Sin rastro de Fernando Guanarteme

05/03/2018

La investigación para localizar y, en su caso, exhumar los restos del último rey indígena de Gran Canaria se ha cerrado sin resultados o, más bien, con un resultado claro: Fernando Guanarteme no está enterrado en la ermita de San Cristóbal de La Laguna, como apuntaba la tradición. Su muerte y su inhumación desaparecieron de la escena archivística del momento.

La búsqueda, por primera vez con método científico, de los restos de Tenesor Semidán, el último rey indígena de Gran Canaria, bautizado por los castellanos como Fernando Guanarteme, está, al menos de momento, cerrada. Ha sido imposible dar con los huesos de un personaje fundamental en la conquista de Canarias.

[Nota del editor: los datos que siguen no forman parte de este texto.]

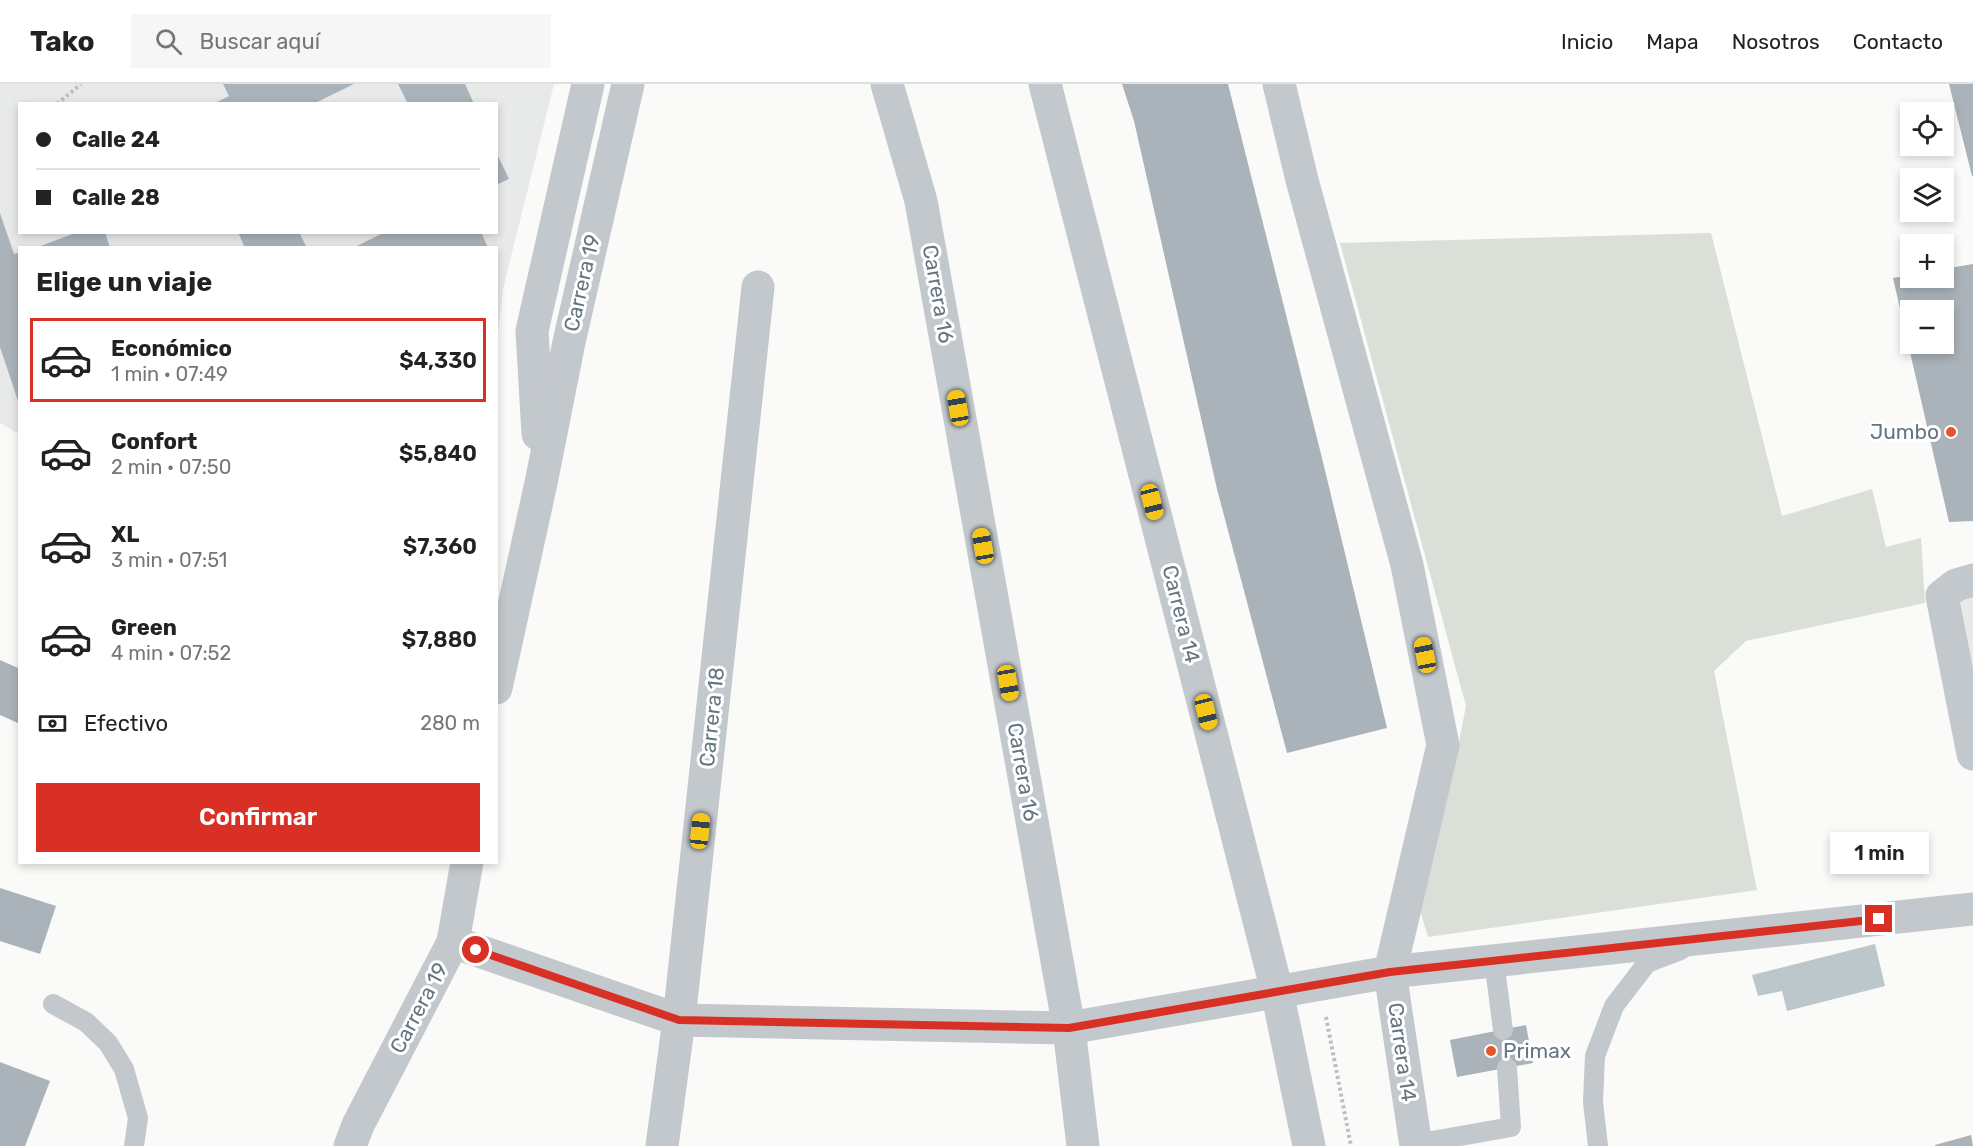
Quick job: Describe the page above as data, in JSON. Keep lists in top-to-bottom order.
{
  "streets": {
    "street": [
      "Carrera 19",
      "Carrera 16",
      "Carrera 14",
      "Carrera 18"
    ]
  },
  "places": ["Jumbo", "Primax"],
  "page": {
    "header": "Tako",
    "search": "Buscar aquí",
    "nav": [
      "Inicio",
      "Mapa",
      "Nosotros",
      "Contacto"
    ],
    "map_buttons": ["+", "−"],
    "banner": ["Calle 24", "Calle 28"],
    "heading": "Elige un viaje",
    "list": [
      {
        "name": "Económico",
        "note": "1 min · 07:49",
        "value": "$4,330"
      },
      {
        "name": "Confort",
        "note": "2 min · 07:50",
        "value": "$5,840"
      },
      {
        "name": "XL",
        "note": "3 min · 07:51",
        "value": "$7,360"
      },
      {
        "name": "Green",
        "note": "4 min · 07:52",
        "value": "$7,880"
      }
    ],
    "pay": ["Efectivo", "280 m"],
    "buttons": "Confirmar",
    "bubble": "1 min"
  }
}
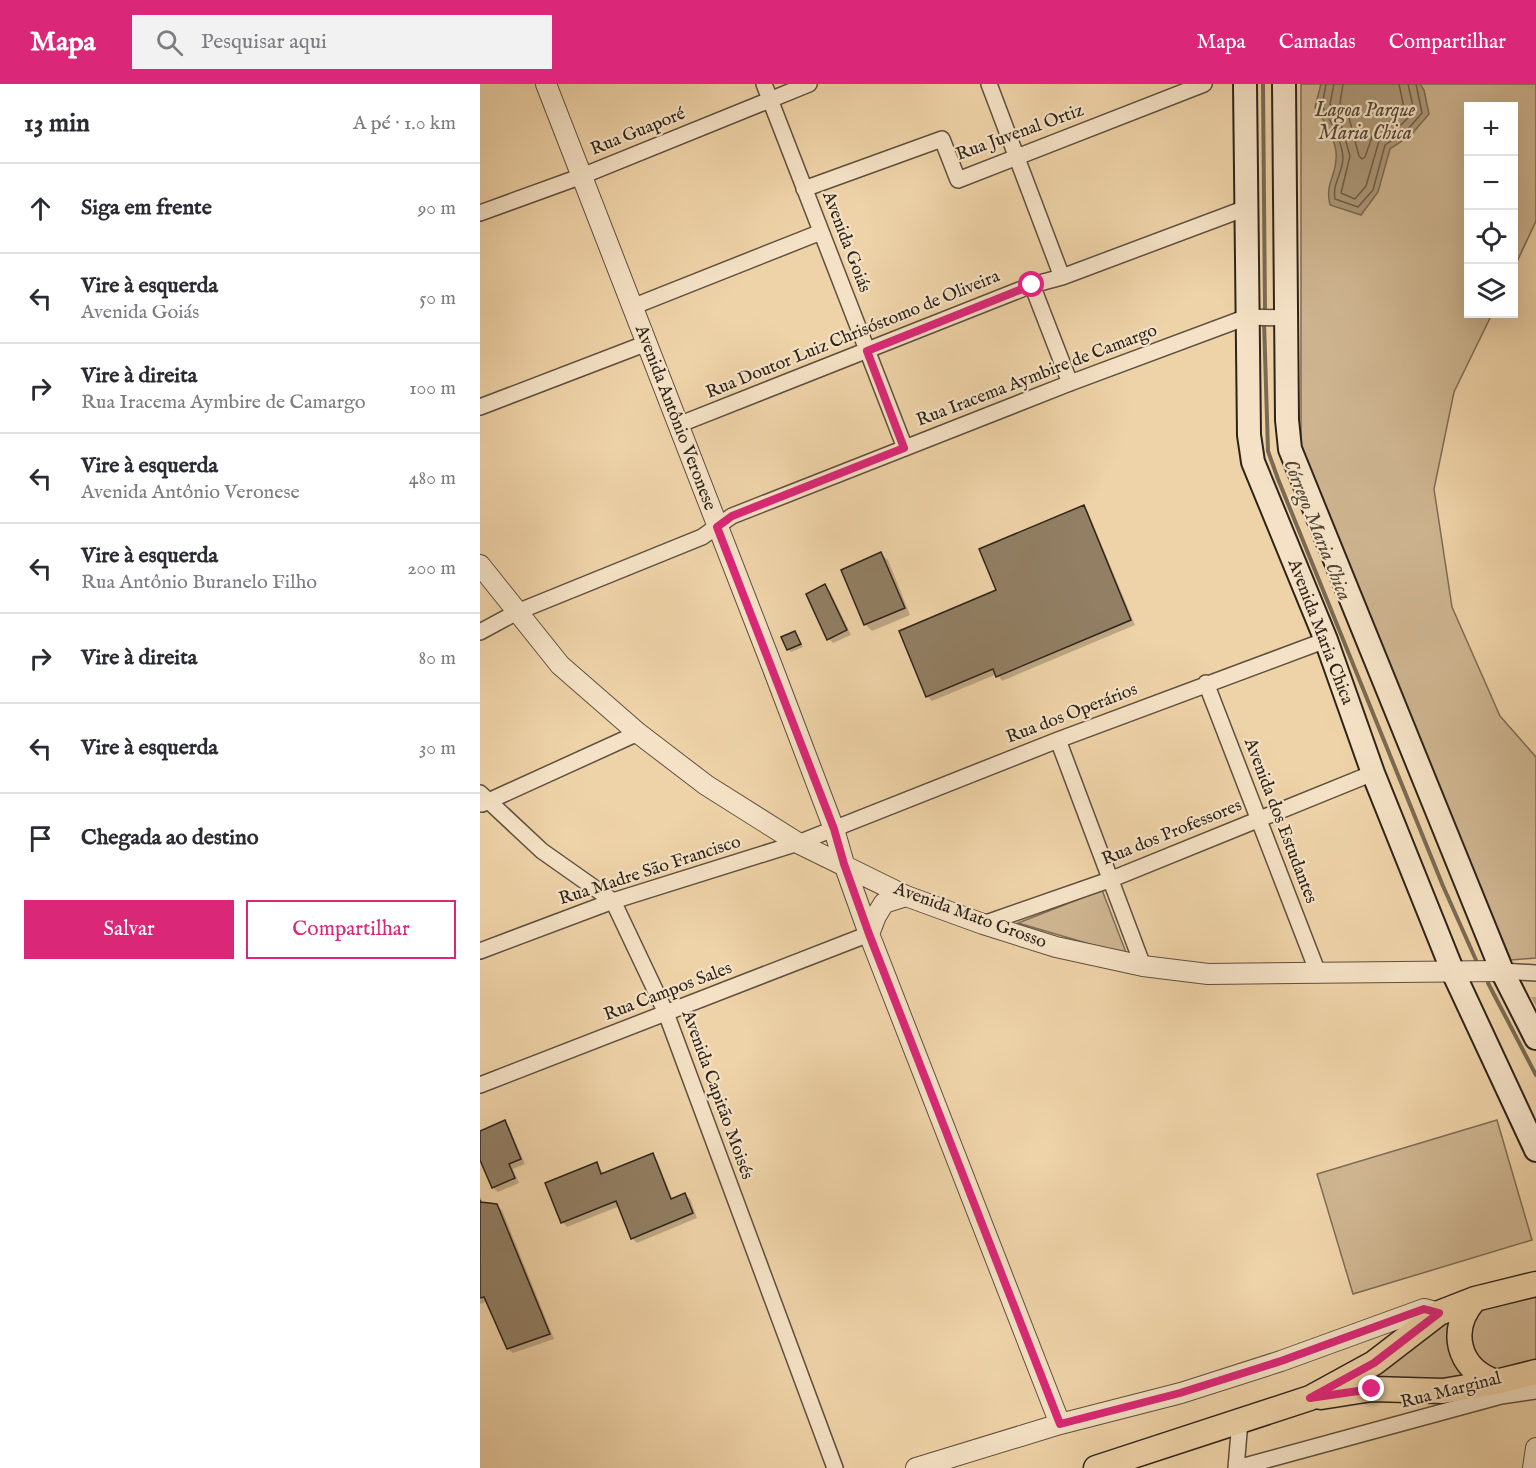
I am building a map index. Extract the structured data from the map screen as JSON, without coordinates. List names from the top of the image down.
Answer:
{
  "streets": {
    "main road": ["Avenida Maria Chica"],
    "street": [
      "Rua Guaporé",
      "Rua Juvenal Ortiz",
      "Avenida Goiás",
      "Rua Doutor Luiz Chrisóstomo de Oliveira",
      "Rua Iracema Aymbire de Camargo",
      "Avenida Antônio Veronese",
      "Rua dos Operários",
      "Avenida dos Estudantes",
      "Rua dos Professores",
      "Rua Madre São Francisco",
      "Avenida Mato Grosso",
      "Rua Campos Sales",
      "Avenida Capitão Moisés",
      "Rua Marginal"
    ]
  },
  "crossings": [
    ["Rua Guaporé", "Avenida Goiás"],
    ["Rua Guaporé", "Avenida Antônio Veronese"],
    ["Rua Juvenal Ortiz", "Avenida Goiás"],
    ["Avenida Goiás", "Rua Doutor Luiz Chrisóstomo de Oliveira"],
    ["Avenida Goiás", "Rua Iracema Aymbire de Camargo"],
    ["Rua Doutor Luiz Chrisóstomo de Oliveira", "Avenida Antônio Veronese"],
    ["Rua Doutor Luiz Chrisóstomo de Oliveira", "Avenida Maria Chica"],
    ["Rua Iracema Aymbire de Camargo", "Avenida Antônio Veronese"],
    ["Rua Iracema Aymbire de Camargo", "Avenida Maria Chica"],
    ["Rua Iracema Aymbire de Camargo", "Avenida Mato Grosso"],
    ["Avenida Antônio Veronese", "Rua dos Operários"],
    ["Avenida Antônio Veronese", "Rua Madre São Francisco"],
    ["Avenida Antônio Veronese", "Avenida Mato Grosso"],
    ["Avenida Antônio Veronese", "Rua Campos Sales"],
    ["Avenida Maria Chica", "Rua dos Operários"],
    ["Avenida Maria Chica", "Rua dos Professores"],
    ["Avenida Maria Chica", "Avenida Mato Grosso"],
    ["Rua dos Operários", "Avenida dos Estudantes"],
    ["Rua dos Operários", "Rua Madre São Francisco"],
    ["Avenida dos Estudantes", "Rua dos Professores"],
    ["Avenida dos Estudantes", "Avenida Mato Grosso"],
    ["Rua dos Professores", "Avenida Mato Grosso"],
    ["Rua Madre São Francisco", "Avenida Mato Grosso"],
    ["Rua Madre São Francisco", "Avenida Capitão Moisés"],
    ["Rua Campos Sales", "Avenida Capitão Moisés"]
  ],
  "water": ["Lagoa Parque Maria Chica", "Córrego Maria Chica"],
  "page": {
    "header": "Mapa",
    "search": "Pesquisar aqui",
    "nav": ["Mapa", "Camadas", "Compartilhar"],
    "heading": ["13 min", "A pé · 1.0 km"],
    "map_buttons": ["+", "−"],
    "list": [
      ["Siga em frente", "90 m"],
      ["Vire à esquerda", "Avenida Goiás", "50 m"],
      ["Vire à direita", "Rua Iracema Aymbire de Camargo", "100 m"],
      ["Vire à esquerda", "Avenida Antônio Veronese", "480 m"],
      ["Vire à esquerda", "Rua Antônio Buranelo Filho", "200 m"],
      ["Vire à direita", "80 m"],
      ["Vire à esquerda", "30 m"],
      "Chegada ao destino"
    ],
    "buttons": ["Salvar", "Compartilhar"]
  }
}
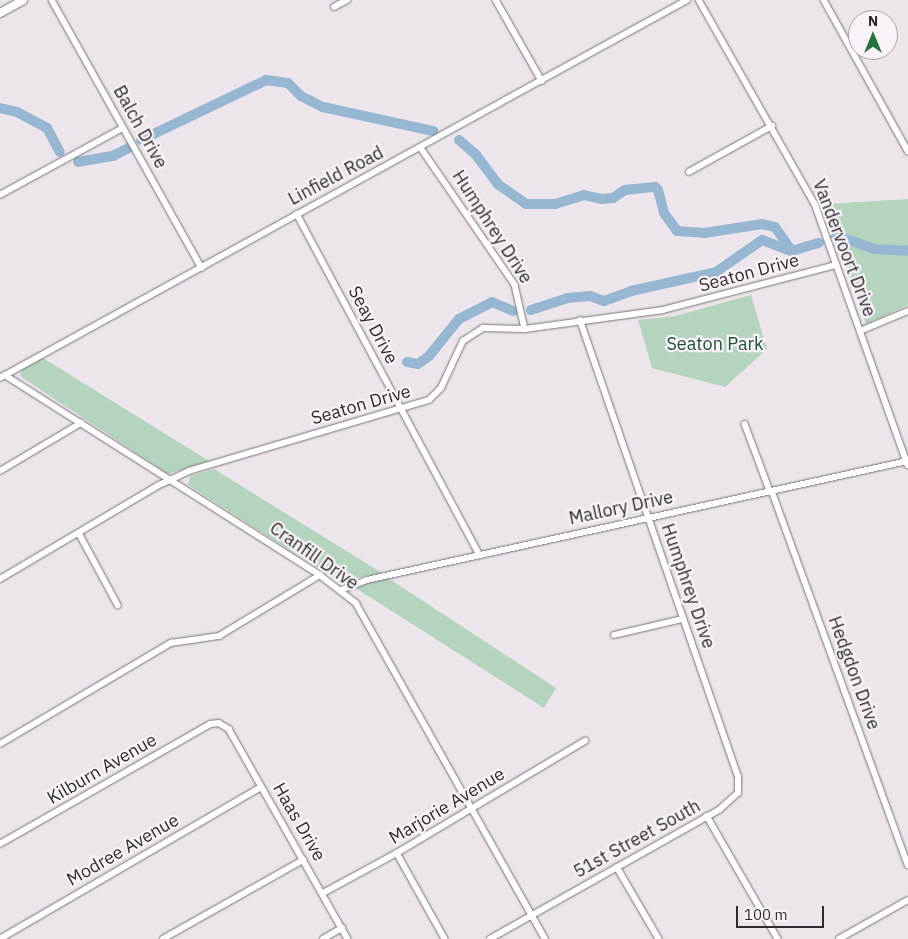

Pero la investigación no ha sido ni mucho menos un fracaso porque por primera vez ha arrojado luz sobre «un hecho histórico construido sobre una tradición carente de sustento». Buena parte del trabajo llevado a cabo por el equipo de investigadores que ha coordinado el arqueólogo Jorge Onrubia ha consistido en deconstruir ese erróneo conocimiento que se tenía de la muerte e inhumación de Guanarteme en Tenerife.

La construcción de la memoria que señala la ermita de San Cristóbal [no existió hasta 1528], en La Laguna, como el lugar del enterramiento se inició a principios del siglo XX cuando el prócer lagunero Manuel de Ossuna, explica Onrubia, promovió la colocación de una placa en esa capilla, recordando que allí yacían los restos del último guanarteme de Gáldar. Y de ese hilo tiraron para llegar a los únicos documentos que dicen que Fernando Guanarteme murió en Tenerife y que está enterrado en ese lugar. Son la Historia de la siete islas (1687, revisado en 1694), del médico teldense Tomás Arias Marín de Cubas, y el relato Última entrada de los españoles en la conquista, cuya copia más antigua la tenía Ossuna. El primero, dice Onrubia, es de «dudosa credibilidad» y el segundo está claramente influenciado por el entorno de Margarita Fernández Guanarteme, hija del rey de Gáldar.

Es ella la que aporta el único documento «verdaderamente valioso», la prueba testifical que impulsó en 1526 para acreditar que era su única descendiente viva, con testimonios solventes que confirmaban que su padre murió en Tenerife al final de la conquista, por «los trabajos» que pasó, pero no dicen dónde se enterró.

«Y eso es todo lo que encontramos. Ni un solo documento más en el que se nombrara a Fernando Guanarteme, ni vivo, ni muerto», concluye Jorge Onrubia.

Documentos

Jorge Onrubia, que coordinó, por encargo de la Dirección General de Patrimonio Cultural, el Estudio histórico-arqueológico para la localización y exhumación de los restos de Fernando Guanarteme, considera cuanto menos llamativa la «desaparición» del último guanarteme de Gáldar «de las fuentes documentales» de la conquista de Tenerife, en concreto su muerte e inhumación. Pero reconoce que esa época «fue crítica, confusa y de poca información». El rastreo por archivos públicos y privados durante meses les ha permitido, no obstante, concluir de manera «incontrovertible» que participó en la conquista de Tenerife -está en la lista de conquistadores que relató fray Alonso de Espinosa- y que murió (aunque no hay asiento de defunción) a su término, cuando se preparaba para viajar a la península, esto es, entre febrero y mayo de 1496. En ese mes, el adelantado Alonso Fernández de Lugo partió hacia la corte para presentar a los menceyes vencidos y él no estaba en la comitiva. También parece probado que debió ser enterrado «en sagrado y, por su estatus de conquistador, en una iglesia o convento, no en una ermita como la de San Cristóbal». Si no aparece algún documento inédito, aquí acaba la búsqueda de Fernando Guanarteme.